There cannot be peace or development.” Yet, as a judge pointed out to Ndayishimiye during the meeting, another fundamental challenge the judiciary faces remains the influence of the executive and the implication of state actors in serious human rights violations. Alleged Killings by Imbonerakure Members Land border crossings between Burundi and Congo were closed in March 2020 due to the Covid-19 pandemic, and several inhabitants interviewed said that Imbonerakure members often manage illegal border crossings on the river at night. One land border crossing at Gatumba, next to Bujumbura, reopened in June 2021, but many people continue to illegally cross the river between the two countries to avoid paying fees for mandatory Covid-19 tests, to avoid traveling to Gatumba, or because their identity papers are out of date. Sources in the area said that, before the pandemic, people could cross the river by boat at official border posts.
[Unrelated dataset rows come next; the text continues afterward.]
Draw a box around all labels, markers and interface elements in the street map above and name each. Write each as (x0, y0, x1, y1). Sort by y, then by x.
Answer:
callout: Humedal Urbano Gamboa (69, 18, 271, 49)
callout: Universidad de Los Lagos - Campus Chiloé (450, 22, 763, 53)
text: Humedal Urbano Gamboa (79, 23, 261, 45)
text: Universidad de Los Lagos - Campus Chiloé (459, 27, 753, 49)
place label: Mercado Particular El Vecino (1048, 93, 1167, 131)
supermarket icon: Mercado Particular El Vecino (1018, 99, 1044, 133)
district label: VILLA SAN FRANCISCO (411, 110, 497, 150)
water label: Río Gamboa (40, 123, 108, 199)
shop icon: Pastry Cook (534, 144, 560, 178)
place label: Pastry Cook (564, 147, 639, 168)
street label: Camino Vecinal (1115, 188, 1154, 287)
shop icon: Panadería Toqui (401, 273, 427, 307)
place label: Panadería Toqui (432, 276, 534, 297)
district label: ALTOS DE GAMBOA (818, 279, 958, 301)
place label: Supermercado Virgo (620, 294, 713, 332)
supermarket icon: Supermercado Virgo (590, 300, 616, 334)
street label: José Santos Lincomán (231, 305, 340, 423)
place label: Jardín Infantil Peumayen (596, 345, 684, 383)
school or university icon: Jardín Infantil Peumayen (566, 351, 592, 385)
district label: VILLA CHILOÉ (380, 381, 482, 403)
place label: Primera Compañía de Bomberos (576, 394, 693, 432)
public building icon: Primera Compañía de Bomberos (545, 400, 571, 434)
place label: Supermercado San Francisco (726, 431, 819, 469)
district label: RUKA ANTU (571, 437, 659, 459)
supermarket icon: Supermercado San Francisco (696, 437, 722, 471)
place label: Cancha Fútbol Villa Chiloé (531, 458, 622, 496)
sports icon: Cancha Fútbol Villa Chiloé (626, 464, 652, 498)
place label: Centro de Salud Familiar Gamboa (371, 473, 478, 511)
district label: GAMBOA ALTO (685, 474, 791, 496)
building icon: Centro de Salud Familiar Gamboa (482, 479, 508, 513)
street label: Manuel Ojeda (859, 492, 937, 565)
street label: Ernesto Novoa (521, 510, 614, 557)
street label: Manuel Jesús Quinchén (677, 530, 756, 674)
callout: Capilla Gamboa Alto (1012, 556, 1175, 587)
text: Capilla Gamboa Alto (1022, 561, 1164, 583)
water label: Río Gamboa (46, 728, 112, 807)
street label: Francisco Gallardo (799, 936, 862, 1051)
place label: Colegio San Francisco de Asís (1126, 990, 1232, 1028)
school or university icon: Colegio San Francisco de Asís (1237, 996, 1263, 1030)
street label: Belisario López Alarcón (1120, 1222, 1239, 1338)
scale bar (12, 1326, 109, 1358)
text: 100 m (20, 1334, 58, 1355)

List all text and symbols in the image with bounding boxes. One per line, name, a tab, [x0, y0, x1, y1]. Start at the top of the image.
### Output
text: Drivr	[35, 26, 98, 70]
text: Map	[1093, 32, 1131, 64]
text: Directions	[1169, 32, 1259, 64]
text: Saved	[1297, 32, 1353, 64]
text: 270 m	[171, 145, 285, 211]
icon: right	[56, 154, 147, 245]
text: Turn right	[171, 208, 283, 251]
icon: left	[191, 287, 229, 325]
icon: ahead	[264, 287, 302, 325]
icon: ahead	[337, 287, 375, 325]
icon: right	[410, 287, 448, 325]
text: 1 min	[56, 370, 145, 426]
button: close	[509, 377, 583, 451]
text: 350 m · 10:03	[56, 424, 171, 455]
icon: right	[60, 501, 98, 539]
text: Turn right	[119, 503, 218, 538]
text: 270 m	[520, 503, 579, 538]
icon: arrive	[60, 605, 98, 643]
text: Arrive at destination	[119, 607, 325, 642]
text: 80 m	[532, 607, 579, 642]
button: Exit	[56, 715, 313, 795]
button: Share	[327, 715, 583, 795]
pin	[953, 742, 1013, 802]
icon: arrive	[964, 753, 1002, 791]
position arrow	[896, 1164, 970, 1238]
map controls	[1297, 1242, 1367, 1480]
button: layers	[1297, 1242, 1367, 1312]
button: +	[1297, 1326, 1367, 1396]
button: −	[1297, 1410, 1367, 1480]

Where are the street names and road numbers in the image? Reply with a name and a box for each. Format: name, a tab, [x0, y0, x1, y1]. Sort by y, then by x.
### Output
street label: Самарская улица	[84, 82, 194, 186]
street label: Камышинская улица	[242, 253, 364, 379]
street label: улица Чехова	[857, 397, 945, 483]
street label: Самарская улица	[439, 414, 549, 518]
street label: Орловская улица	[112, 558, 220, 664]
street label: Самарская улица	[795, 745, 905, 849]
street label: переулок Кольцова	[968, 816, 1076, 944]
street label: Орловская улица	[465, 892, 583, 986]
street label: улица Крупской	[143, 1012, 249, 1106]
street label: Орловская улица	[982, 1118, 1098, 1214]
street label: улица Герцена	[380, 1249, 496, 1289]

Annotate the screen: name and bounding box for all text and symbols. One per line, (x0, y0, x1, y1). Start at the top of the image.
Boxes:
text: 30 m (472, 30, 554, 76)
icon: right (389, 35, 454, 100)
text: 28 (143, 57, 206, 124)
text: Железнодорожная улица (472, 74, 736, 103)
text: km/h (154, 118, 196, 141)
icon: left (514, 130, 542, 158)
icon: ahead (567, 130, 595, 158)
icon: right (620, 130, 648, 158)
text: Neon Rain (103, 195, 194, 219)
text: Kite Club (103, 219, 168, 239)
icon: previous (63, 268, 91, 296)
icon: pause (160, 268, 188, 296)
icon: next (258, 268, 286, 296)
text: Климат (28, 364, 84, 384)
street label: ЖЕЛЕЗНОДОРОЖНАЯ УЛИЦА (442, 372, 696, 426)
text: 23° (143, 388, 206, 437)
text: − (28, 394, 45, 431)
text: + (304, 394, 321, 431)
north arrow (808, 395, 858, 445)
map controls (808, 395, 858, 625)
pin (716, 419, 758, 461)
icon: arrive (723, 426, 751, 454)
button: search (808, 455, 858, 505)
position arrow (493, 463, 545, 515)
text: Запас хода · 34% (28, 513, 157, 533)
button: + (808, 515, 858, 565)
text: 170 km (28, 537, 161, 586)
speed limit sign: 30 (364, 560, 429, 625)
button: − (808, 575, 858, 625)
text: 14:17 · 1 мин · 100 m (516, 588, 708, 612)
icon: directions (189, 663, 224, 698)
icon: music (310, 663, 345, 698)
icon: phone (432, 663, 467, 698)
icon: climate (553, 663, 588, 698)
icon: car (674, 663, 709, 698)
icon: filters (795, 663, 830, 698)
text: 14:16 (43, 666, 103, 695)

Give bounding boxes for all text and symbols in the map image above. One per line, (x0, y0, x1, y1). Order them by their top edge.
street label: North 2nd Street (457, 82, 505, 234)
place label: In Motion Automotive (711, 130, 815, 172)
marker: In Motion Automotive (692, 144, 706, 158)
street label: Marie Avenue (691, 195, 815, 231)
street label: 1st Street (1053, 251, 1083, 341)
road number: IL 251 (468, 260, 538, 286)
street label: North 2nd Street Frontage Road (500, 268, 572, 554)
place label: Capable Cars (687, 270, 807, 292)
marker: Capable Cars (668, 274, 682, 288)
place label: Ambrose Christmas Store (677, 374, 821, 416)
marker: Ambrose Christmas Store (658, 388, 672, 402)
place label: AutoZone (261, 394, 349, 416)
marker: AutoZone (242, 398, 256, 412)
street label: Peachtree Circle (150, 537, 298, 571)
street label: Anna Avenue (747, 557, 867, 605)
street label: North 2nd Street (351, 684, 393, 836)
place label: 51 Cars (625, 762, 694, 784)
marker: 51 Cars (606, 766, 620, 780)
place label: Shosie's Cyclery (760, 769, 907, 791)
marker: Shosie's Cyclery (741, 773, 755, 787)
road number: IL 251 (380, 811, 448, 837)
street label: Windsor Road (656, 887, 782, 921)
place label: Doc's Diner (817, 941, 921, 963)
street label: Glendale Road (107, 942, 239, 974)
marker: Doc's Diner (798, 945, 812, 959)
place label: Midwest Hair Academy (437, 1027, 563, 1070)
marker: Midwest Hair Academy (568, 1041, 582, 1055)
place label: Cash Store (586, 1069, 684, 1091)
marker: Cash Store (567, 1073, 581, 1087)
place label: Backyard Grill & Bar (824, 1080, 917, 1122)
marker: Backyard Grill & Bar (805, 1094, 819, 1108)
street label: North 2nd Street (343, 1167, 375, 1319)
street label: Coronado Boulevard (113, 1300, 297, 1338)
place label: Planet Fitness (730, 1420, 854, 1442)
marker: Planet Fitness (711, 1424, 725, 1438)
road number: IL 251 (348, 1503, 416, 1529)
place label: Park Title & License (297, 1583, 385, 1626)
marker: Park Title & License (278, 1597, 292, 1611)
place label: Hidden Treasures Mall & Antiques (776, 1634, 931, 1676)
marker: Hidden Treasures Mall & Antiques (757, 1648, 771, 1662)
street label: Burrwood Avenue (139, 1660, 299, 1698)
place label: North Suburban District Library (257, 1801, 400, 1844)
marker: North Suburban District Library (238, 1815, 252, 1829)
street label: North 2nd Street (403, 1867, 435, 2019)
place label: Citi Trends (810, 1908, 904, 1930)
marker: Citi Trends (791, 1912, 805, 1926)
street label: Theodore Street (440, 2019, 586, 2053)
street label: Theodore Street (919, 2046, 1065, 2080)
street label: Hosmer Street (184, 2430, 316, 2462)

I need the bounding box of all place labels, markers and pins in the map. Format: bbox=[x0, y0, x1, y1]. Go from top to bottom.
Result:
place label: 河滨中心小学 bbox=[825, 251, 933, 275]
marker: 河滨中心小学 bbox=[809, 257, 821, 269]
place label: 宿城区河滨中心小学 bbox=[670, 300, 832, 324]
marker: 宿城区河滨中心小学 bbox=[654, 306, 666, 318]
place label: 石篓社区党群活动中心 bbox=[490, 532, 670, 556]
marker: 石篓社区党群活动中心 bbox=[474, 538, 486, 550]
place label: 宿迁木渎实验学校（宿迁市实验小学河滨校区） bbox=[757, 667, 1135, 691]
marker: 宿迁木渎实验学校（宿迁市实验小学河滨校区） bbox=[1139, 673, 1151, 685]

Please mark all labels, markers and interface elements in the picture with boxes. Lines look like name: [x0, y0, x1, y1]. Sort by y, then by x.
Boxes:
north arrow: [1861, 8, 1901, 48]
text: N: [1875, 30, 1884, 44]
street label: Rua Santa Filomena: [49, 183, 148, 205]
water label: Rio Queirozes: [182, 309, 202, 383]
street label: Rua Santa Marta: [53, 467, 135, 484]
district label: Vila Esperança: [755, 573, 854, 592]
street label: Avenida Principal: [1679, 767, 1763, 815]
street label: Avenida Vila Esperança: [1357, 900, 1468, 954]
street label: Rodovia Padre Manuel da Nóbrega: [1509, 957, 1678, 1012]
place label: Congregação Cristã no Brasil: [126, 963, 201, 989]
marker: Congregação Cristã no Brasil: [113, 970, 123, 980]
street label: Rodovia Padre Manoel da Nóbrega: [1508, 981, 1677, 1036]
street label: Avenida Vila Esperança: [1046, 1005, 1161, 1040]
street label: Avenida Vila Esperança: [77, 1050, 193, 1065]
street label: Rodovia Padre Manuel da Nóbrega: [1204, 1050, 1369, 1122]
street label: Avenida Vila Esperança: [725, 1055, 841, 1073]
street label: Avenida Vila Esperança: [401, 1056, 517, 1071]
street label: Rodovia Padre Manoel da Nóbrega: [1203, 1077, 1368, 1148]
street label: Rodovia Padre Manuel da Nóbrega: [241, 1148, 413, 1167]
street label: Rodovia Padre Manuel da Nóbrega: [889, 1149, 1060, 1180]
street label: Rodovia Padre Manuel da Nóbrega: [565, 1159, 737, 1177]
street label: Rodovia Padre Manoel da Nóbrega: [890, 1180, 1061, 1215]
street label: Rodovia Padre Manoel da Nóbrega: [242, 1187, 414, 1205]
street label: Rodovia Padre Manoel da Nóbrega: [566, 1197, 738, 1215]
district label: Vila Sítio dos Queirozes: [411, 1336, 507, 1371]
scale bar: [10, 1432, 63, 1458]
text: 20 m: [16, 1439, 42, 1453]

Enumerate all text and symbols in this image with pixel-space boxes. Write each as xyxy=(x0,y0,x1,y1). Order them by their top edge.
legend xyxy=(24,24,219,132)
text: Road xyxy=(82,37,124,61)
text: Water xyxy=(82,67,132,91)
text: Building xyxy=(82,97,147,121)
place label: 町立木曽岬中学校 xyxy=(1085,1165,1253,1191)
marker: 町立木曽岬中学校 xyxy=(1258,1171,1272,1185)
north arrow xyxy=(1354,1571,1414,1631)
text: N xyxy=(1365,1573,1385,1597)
One source said that his brother, a 30-year-old farmer who worked in Congo, had died while crossing the river in July 2021.
The source said his brother had called him to say he would be returning via the river crossing manned by Imbonerakure members, who would charge him 200,000 Burundian Francs (approximately US$100), because his identity papers had expired. He said he would bring back all of his savings, but he was never seen again.
The source said: “He had gone to [Congo] for work; he was a farmer and he sent money back home. He wanted to see his family, and since coronavirus he could no longer cross the border.” Three other sources said Imbonerakure members robbed people attempting to cross the river and drowned them.
The member of the CNDD-FDD party and former local official said: “I saw the evildoing of the Imbonerakure who went to Congo.
They would help people cross the river, but they drown them and steal their things.” He said he was often informed by family members who had lost a loved one trying to cross the river. In one case in which Imbonerakure members reportedly killed a young boy after they stole his goats, two of the attackers were tried and given life sentences. However, the authorities have not made sufficient efforts to transparently investigate the killings and ensure justice in the majority of cases, Human Rights Watch said.